A. On-center cells respond best when the
entire central part of the receptive field is
stimulated (3). These cells also respond well,
when only a portion of the central field is
stimulated by a spot of light (1). Illumination
of the surround with a spot of light (2) or ring
of light (4) reduces or suppresses the cell
firing. Diffuse illumination of the entire
receptive field (5) elicits a relatively weak
discharge because the center and surround
oppose each other's effects.
B. The spontaneous firing of off-center cells is
suppressed when the central area of the
receptive field is illuminated (1, 3). Light
shone onto the surround of the receptive field
excites the cell (2, 4).
Conclusion: retinal ganglion cells respond
optimally to contrast in their receptive fields.
Circuits generating the responses of the ganglion cells
Each bipolar cell makes an excitatory connection
with a ganglion cell of the same type. When the
cone is hyperpolarized by light, the on-center
bipolar cell is excited and the off-center bipolar cell
is inhibited. This is because the two types of bipolar
cells have different postsynaptic receptors to the
transmitter released by the cone. The responses of
the ganglion cells are largely determined by the
inputs from the bipolar cells.
The horizontal cell receives input from a cone in the surround of the
on-center bipolar cell and also has a connection with a postsynaptic
cone in the center of the bipolar cell's receptive field. In the dark,
horizontal cells release an inhibitory transmitter that maintains
postsynaptic cones in the receptive field center in a slightly
hyperpolarized state. Illumination of cones in the bipolar cell's
surround hyperpolarizes those cones, which in turn hyperpolarize
the postsynaptic horizontal cell. This hyperpolarization of the
horizontal cell reduces the amount of inhibitory transmitter released
by the horizontal cell onto postsynaptic cones in the receptive field
center, and as a result these cones become depolarized (the opposite
effect of light absorption by these cones).

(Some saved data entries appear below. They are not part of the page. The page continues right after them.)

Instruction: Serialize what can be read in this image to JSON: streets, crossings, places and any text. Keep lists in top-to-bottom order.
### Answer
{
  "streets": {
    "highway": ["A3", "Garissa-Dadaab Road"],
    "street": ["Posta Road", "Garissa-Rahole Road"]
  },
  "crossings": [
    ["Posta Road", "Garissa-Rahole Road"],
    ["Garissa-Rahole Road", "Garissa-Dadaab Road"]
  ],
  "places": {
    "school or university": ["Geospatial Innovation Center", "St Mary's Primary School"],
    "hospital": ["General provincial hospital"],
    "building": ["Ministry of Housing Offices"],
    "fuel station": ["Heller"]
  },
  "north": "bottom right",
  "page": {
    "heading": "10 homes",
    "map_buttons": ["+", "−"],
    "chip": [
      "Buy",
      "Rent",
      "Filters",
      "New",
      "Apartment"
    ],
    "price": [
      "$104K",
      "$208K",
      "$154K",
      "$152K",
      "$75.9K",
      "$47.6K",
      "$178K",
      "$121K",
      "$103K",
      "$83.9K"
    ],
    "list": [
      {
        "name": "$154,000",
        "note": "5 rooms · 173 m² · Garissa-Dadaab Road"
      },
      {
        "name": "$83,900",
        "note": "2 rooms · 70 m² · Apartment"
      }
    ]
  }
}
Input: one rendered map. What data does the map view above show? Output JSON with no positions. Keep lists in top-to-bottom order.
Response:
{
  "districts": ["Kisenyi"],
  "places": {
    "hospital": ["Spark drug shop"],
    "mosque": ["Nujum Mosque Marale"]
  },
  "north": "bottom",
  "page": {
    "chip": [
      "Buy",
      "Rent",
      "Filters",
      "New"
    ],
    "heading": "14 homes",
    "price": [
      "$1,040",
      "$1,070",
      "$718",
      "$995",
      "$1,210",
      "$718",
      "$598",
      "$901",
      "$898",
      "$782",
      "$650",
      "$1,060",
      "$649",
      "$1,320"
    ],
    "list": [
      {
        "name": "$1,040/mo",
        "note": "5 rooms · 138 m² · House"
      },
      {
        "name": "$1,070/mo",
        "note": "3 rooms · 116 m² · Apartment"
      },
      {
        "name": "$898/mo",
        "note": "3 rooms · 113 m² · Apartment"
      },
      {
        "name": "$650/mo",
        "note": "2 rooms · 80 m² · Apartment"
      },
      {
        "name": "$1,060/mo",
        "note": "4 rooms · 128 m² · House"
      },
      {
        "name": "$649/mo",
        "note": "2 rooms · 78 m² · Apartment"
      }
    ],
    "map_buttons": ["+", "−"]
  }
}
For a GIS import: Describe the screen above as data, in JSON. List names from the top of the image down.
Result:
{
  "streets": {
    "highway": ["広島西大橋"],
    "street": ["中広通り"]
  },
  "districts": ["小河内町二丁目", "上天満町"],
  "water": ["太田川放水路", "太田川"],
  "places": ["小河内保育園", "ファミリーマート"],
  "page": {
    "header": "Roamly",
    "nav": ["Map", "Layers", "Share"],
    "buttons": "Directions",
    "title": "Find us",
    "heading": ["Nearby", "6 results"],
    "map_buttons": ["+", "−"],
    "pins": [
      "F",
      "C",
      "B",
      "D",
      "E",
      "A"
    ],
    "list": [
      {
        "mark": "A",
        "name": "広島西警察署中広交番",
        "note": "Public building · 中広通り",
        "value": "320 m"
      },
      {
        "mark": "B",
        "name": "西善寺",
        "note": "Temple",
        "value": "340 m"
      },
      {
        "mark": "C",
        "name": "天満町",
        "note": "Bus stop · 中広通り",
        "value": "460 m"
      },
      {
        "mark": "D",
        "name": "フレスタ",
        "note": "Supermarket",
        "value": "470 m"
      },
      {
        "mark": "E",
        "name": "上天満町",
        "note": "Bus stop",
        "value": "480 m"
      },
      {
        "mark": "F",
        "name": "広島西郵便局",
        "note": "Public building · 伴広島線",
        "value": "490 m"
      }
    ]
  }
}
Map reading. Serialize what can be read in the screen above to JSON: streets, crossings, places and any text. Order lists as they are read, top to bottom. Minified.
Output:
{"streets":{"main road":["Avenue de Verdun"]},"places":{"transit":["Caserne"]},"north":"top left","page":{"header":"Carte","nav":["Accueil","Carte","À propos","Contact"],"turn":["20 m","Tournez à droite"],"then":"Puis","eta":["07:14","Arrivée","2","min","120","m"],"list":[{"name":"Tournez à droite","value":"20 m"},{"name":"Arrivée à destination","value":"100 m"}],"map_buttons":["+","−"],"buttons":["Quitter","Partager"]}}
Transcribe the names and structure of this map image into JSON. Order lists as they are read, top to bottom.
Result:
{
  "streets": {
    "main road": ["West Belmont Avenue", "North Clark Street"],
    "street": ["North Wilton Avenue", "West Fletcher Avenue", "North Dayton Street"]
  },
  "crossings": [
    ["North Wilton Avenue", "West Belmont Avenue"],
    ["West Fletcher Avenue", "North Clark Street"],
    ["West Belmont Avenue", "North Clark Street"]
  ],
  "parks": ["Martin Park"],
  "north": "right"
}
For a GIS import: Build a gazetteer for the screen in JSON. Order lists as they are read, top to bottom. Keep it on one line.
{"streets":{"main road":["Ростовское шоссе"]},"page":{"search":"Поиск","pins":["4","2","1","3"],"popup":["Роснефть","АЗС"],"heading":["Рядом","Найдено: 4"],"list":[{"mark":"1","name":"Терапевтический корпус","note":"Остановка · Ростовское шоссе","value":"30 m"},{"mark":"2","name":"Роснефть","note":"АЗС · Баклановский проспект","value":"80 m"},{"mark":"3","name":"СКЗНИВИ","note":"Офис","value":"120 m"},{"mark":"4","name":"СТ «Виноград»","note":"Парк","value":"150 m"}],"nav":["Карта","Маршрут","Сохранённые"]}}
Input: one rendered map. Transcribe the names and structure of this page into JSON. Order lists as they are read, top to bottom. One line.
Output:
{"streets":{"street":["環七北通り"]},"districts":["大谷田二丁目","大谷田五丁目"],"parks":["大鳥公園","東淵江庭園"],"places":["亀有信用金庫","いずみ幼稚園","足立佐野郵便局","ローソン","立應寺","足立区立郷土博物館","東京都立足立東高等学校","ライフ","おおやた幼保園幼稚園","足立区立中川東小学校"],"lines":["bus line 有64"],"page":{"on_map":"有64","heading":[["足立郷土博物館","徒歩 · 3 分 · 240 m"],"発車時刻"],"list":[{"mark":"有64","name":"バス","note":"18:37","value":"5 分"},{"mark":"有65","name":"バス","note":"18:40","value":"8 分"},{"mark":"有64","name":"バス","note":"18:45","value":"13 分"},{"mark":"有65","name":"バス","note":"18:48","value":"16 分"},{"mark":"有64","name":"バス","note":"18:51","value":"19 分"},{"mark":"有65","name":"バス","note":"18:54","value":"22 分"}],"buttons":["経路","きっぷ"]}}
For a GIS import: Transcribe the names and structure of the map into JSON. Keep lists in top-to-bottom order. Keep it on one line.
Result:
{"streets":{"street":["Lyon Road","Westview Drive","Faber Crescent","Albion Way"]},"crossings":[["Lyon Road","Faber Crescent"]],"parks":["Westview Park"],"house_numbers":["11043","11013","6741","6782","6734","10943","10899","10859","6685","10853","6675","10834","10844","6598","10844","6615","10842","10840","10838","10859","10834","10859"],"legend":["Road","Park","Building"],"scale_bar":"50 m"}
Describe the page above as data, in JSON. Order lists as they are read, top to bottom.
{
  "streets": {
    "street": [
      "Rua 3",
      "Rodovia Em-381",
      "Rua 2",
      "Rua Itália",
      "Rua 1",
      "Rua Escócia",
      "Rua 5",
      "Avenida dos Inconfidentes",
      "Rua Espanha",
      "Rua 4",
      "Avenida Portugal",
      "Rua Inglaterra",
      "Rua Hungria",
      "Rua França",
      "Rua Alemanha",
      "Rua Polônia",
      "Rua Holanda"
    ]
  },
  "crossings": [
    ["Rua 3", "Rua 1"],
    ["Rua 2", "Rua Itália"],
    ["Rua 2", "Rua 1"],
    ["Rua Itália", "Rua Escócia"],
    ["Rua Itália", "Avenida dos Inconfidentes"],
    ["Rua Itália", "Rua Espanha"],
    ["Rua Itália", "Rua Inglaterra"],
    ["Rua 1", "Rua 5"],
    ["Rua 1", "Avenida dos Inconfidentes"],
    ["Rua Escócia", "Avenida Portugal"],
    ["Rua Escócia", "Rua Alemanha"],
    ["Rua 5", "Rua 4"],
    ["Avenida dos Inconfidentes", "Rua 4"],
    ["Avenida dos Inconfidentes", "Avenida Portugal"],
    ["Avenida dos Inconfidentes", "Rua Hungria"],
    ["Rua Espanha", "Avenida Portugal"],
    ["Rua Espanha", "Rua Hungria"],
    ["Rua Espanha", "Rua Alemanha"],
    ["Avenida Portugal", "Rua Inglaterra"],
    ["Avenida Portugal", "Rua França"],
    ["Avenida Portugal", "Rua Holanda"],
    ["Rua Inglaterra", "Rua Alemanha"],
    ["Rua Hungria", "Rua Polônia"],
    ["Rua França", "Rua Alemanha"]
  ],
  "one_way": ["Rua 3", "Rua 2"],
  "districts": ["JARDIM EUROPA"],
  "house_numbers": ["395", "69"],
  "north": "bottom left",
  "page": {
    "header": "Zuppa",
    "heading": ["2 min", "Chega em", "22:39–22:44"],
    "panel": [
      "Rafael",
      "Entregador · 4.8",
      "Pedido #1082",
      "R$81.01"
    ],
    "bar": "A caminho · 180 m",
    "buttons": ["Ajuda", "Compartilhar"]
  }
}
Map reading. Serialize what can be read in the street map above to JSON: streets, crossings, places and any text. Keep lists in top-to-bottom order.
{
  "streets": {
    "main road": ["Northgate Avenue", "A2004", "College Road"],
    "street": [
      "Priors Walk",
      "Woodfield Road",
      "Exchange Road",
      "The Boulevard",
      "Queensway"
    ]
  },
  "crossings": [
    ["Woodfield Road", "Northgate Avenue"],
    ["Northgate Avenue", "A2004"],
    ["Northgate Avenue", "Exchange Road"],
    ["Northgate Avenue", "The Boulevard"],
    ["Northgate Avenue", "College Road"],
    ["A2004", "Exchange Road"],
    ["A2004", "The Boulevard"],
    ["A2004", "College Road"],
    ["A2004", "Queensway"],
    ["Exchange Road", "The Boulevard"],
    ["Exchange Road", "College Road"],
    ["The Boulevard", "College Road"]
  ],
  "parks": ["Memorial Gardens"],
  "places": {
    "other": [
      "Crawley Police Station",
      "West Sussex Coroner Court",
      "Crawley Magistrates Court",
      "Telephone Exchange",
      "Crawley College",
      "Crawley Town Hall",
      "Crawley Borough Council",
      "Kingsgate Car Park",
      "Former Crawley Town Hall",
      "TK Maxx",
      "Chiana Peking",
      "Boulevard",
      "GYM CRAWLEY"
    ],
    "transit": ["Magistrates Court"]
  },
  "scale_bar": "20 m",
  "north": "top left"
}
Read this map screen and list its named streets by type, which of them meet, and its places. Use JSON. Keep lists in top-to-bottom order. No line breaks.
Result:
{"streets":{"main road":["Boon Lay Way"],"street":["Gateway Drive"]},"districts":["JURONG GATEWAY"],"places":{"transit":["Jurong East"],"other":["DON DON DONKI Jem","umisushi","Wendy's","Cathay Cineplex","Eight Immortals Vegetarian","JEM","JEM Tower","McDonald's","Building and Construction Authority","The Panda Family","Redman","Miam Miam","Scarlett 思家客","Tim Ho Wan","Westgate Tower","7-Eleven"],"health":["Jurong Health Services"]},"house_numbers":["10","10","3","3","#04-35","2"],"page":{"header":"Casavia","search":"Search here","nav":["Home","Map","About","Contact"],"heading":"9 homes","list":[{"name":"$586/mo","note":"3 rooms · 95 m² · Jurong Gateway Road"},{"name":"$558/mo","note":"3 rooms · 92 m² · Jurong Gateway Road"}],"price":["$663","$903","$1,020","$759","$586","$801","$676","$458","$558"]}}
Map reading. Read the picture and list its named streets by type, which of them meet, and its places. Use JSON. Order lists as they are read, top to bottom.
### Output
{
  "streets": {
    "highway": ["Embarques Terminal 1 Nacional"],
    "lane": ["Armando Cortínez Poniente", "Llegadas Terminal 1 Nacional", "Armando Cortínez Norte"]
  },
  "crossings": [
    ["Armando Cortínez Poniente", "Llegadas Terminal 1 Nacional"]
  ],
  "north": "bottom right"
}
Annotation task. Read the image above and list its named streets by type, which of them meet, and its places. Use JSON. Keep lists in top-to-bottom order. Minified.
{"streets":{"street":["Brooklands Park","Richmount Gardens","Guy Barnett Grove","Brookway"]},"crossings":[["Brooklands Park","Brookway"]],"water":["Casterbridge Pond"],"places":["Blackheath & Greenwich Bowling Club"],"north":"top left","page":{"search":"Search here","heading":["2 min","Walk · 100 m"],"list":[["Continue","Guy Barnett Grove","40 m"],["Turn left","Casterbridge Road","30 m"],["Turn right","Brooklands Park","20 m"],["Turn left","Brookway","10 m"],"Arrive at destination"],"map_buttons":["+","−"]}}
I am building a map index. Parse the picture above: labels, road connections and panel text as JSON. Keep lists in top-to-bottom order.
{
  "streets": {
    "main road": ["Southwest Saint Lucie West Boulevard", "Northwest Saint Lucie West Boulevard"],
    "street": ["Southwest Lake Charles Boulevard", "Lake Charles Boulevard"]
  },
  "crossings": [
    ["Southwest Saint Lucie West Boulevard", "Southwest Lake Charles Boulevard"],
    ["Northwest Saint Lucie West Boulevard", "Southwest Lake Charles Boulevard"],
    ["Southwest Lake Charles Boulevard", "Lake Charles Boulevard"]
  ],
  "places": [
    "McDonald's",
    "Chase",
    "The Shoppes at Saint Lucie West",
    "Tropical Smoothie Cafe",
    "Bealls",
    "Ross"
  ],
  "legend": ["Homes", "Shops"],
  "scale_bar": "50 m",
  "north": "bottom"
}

This in turn allows the oncenter bipolar cell to become hyperpolarized, the opposite effect of
illumination in the receptive field center.
Ganglion cell types
Each region of the retina has several functionally distinct subsets of ganglion cells that
convey, in parallel pathways, signals from the same photoreceptors. Most ganglion
cells in the primate retina fall into two functional classes, M (for magni, or large) and
P (for parvi, or small). Each class includes both on-center and off- center cells.
(P)
(M)
Parallel networks of ganglion cells with different functional properties are the beginning of the
segregation of information into parallel processing pathways in the visual system.